Will Bradley could handle the sight of dead young girls and tolerate what Kevin used to
call her crisis driving better than the rest.
"Do we really need the siren,
Chief?" Will asked as the speedometer edged toward eighty. "They'll still be dead when
we get there."
"In
ancient Greece," Donna said, "they used to hire women to tear their hair and moan at funerals.
Rip their clothes and howl."
"Feel like that about it, do you?" Will said. "Hmm. I reckon I do
myself."
It took
a while to identify the other two girls, Jane Lessing and Sharon Rose Marcus.

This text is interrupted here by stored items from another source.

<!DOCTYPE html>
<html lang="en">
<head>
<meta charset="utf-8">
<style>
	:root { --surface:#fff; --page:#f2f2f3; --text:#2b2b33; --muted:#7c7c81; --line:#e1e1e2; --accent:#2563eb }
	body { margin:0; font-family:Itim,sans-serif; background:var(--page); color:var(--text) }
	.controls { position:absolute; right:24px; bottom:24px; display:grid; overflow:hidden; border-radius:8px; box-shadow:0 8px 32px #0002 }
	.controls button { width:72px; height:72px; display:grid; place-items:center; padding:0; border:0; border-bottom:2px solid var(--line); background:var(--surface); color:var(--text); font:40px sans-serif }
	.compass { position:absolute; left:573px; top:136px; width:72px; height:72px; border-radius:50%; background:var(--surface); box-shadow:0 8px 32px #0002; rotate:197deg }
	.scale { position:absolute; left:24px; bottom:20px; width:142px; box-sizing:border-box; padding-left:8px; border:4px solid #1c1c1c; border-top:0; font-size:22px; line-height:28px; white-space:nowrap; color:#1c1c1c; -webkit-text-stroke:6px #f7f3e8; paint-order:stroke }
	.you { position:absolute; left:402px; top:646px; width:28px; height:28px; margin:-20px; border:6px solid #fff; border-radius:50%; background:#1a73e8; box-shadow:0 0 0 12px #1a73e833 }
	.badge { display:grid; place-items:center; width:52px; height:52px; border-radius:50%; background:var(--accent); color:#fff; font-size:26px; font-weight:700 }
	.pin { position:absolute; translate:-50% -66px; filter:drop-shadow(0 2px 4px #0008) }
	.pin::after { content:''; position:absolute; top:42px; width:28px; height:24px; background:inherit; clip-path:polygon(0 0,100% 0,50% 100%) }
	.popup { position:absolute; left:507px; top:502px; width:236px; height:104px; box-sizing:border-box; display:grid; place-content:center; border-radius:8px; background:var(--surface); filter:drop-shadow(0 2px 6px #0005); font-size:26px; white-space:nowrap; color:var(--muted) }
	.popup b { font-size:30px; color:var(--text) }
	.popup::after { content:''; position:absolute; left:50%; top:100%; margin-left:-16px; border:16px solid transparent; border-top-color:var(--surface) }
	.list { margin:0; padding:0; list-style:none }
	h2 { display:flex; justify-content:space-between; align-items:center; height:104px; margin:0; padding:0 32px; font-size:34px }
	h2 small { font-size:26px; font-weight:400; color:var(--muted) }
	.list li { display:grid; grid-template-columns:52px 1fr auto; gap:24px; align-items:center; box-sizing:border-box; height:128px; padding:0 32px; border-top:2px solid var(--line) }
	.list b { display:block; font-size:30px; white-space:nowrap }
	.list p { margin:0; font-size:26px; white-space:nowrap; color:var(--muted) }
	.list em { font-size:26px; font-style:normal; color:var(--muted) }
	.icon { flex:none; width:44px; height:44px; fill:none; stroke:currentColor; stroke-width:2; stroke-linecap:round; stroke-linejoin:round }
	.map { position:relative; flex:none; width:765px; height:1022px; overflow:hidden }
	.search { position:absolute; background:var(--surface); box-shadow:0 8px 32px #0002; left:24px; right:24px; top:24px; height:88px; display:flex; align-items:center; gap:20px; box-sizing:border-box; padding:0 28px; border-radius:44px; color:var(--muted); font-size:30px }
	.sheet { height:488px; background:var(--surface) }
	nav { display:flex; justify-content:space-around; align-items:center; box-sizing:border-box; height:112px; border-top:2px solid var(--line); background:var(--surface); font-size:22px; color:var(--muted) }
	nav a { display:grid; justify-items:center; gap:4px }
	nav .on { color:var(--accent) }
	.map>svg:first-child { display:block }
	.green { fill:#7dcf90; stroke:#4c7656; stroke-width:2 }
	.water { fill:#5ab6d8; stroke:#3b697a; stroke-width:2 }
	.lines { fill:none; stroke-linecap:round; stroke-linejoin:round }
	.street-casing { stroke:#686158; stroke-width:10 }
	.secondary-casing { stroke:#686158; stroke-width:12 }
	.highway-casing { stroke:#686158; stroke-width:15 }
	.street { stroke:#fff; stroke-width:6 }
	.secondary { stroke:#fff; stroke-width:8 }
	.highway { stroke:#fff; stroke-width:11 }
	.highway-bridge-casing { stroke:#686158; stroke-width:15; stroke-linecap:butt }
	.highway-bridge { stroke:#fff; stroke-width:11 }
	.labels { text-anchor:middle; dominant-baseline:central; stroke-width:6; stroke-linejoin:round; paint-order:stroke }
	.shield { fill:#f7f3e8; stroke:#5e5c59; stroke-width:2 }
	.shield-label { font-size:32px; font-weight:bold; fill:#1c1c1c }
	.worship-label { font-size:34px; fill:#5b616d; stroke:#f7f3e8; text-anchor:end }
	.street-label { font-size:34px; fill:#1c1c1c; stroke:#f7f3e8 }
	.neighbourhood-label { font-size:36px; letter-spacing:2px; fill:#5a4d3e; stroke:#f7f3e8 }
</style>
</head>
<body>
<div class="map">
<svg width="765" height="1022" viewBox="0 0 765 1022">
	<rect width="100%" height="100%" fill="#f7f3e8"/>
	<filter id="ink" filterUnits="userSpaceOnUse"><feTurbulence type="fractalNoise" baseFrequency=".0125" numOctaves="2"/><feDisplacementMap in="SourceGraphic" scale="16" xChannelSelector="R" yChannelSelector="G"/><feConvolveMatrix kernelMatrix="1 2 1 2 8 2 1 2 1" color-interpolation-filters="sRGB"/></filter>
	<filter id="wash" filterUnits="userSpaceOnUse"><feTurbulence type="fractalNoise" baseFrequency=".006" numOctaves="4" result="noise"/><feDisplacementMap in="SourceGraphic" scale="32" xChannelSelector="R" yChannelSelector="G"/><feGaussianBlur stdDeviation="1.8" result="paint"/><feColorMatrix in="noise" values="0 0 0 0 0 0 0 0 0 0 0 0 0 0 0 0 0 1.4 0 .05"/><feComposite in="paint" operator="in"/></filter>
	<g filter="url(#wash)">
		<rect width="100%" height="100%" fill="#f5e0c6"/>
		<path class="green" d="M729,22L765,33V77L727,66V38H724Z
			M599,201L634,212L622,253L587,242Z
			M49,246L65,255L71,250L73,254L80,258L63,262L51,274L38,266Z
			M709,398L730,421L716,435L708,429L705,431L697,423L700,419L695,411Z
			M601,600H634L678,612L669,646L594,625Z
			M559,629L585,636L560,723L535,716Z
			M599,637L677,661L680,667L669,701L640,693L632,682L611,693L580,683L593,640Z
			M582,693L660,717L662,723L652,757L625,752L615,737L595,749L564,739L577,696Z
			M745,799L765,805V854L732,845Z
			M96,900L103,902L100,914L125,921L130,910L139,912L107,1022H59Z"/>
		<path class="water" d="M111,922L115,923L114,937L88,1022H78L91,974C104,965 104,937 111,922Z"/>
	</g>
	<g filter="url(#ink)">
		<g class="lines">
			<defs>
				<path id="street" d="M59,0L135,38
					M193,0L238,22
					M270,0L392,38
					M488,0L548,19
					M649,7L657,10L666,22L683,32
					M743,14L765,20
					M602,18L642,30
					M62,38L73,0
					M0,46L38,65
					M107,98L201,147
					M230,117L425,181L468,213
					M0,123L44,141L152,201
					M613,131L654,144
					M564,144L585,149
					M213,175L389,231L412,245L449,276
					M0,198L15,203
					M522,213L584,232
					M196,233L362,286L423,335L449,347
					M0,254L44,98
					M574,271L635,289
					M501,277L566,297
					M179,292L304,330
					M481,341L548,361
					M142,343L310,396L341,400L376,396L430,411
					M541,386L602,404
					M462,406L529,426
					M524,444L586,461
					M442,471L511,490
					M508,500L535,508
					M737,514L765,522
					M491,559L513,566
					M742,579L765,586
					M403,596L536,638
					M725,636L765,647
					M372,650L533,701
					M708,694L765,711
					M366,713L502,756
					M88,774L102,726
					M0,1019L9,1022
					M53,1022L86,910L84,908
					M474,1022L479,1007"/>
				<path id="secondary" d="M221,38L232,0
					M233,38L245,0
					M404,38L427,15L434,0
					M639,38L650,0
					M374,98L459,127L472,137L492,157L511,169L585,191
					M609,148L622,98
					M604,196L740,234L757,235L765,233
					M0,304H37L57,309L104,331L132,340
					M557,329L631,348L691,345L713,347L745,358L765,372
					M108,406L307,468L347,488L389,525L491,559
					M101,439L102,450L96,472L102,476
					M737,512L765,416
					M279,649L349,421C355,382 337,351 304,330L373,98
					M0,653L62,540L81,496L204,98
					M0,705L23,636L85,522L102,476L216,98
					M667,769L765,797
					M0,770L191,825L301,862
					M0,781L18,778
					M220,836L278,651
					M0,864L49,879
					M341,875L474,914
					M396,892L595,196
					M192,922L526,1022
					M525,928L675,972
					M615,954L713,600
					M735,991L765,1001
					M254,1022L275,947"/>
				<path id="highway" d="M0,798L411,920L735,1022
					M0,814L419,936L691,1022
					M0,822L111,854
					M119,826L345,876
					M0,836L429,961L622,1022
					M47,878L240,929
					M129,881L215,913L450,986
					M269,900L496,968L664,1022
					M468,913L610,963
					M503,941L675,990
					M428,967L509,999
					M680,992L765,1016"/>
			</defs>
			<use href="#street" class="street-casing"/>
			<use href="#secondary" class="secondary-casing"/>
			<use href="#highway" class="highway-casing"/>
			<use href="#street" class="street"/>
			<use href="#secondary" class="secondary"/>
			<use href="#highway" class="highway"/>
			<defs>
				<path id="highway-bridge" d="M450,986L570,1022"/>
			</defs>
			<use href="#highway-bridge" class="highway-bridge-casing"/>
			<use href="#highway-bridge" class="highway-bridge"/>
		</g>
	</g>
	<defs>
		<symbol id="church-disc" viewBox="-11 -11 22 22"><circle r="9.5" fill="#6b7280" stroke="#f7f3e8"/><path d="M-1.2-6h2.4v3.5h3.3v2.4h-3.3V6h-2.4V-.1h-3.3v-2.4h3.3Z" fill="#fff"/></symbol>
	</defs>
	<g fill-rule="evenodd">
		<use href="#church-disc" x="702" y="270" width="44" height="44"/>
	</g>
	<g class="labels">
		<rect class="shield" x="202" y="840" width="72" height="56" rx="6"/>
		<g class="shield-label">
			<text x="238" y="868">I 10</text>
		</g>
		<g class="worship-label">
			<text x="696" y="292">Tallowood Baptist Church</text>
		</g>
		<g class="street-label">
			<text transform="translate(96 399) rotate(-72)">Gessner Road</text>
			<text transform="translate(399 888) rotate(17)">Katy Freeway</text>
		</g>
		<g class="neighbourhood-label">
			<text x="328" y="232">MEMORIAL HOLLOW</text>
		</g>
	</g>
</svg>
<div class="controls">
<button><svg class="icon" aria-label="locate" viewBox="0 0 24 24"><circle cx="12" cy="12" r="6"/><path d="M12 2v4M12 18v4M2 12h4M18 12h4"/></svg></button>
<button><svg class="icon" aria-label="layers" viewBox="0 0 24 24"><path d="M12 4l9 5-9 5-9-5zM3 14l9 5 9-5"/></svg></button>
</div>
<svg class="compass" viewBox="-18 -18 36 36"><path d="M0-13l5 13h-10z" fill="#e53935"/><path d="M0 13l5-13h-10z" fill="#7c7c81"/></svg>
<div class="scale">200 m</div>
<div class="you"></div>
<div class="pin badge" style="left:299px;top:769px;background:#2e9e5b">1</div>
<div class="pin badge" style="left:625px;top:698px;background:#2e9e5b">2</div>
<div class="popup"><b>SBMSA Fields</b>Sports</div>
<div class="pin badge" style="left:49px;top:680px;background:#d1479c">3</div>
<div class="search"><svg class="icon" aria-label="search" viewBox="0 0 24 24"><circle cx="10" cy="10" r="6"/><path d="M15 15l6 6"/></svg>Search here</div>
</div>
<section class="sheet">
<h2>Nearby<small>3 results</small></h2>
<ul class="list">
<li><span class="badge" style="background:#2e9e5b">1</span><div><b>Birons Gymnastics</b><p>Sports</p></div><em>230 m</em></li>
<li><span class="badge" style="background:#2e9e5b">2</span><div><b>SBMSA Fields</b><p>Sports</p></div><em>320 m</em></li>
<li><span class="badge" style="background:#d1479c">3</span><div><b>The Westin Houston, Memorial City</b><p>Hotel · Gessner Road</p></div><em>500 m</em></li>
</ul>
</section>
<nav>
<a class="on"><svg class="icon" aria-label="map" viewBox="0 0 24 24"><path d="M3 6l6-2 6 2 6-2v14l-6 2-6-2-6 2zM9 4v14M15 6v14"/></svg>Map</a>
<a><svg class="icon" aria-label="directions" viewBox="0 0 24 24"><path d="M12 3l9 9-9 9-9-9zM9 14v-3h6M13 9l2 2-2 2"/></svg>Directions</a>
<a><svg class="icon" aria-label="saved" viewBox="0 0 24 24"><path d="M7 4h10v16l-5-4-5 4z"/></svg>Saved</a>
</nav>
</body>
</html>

While all three had lived within a forty-mile radius of the gravel pit, each of them came
from a different county. Different jurisdictions. Similar devastated families. Same taste
in music.
"Mind if
I turn on the siren?" Donna asked Will as they started back. "As hired mourners go, she's
got a lot of heart. And I can't stomach country radio right now."
Of course the
state police took over, now they had a serial killer with cases in three counties. Except
they didn't have this serial killer, and Donna couldn't stop thinking about him.
He wasn't stupid.
Clever enough to look for a girl hanging out the clothes. Hanging laundry was boring. It
took time, one clothespin at a time. If she was hanging sheets, a fellow who stopped to
say good morning would be hidden from the windows of the house. He might even offer to
help. "Suds in the Bucket" might have given him the idea. But he wouldn't be fool enough
to use the same white pickup truck every time. He'd vary the color. He'd change the license
plates. He'd use plates with different numbers, plates from different states. Next time,
he might not even be driving. And he'd be
smart enough to stay far away from where he'd been before. Most likely, he'd already left
the state. If he ever came back, she'd be ready for him. She'd have micro spy cameras strung
up on every clothes line in town and a GPS tracker down every teenage girl's bra.
#
Smooth-talking son of a gun
"Kick those shoes off, darlin'," I said. "Put your pretty little feet up."
I gave
her my patented sideways grin and cut in in front of a poky eighteen wheeler, slick as
can be. She flirted those dewy eyes at me. Probably practiced in front of the mirror at
home. No books for this one.
"Now isn't that more comfortable?" I shivered with anticipation. Those bare
feet got me every time. "Where are we going, milady?"
She threw her head back
when she laughed. Probably practiced that too when no one was looking. Smooth little throat,
slim little neck.
"Gee, I don't know. I get to pick? Gosh, how'll I choose?"
Adorable. Old
enough to run away with Prince Charming, too young to cuss.
"Pick someplace you've never been."
"I've never been to Vegas." She
flirted her eyes at me again.
"Vegas it is."
I passed another slowpoke truck, this
one packed tight with battery chickens.
She was thinking wedding chapels
and wondering if I remembered that was the second best known business in Las Vegas. We
wouldn't get within two states of Vegas. But it's best to let them feel as if they're in
control at first.
So many dreaming girls. So many clotheslines. So much suds in the bucket.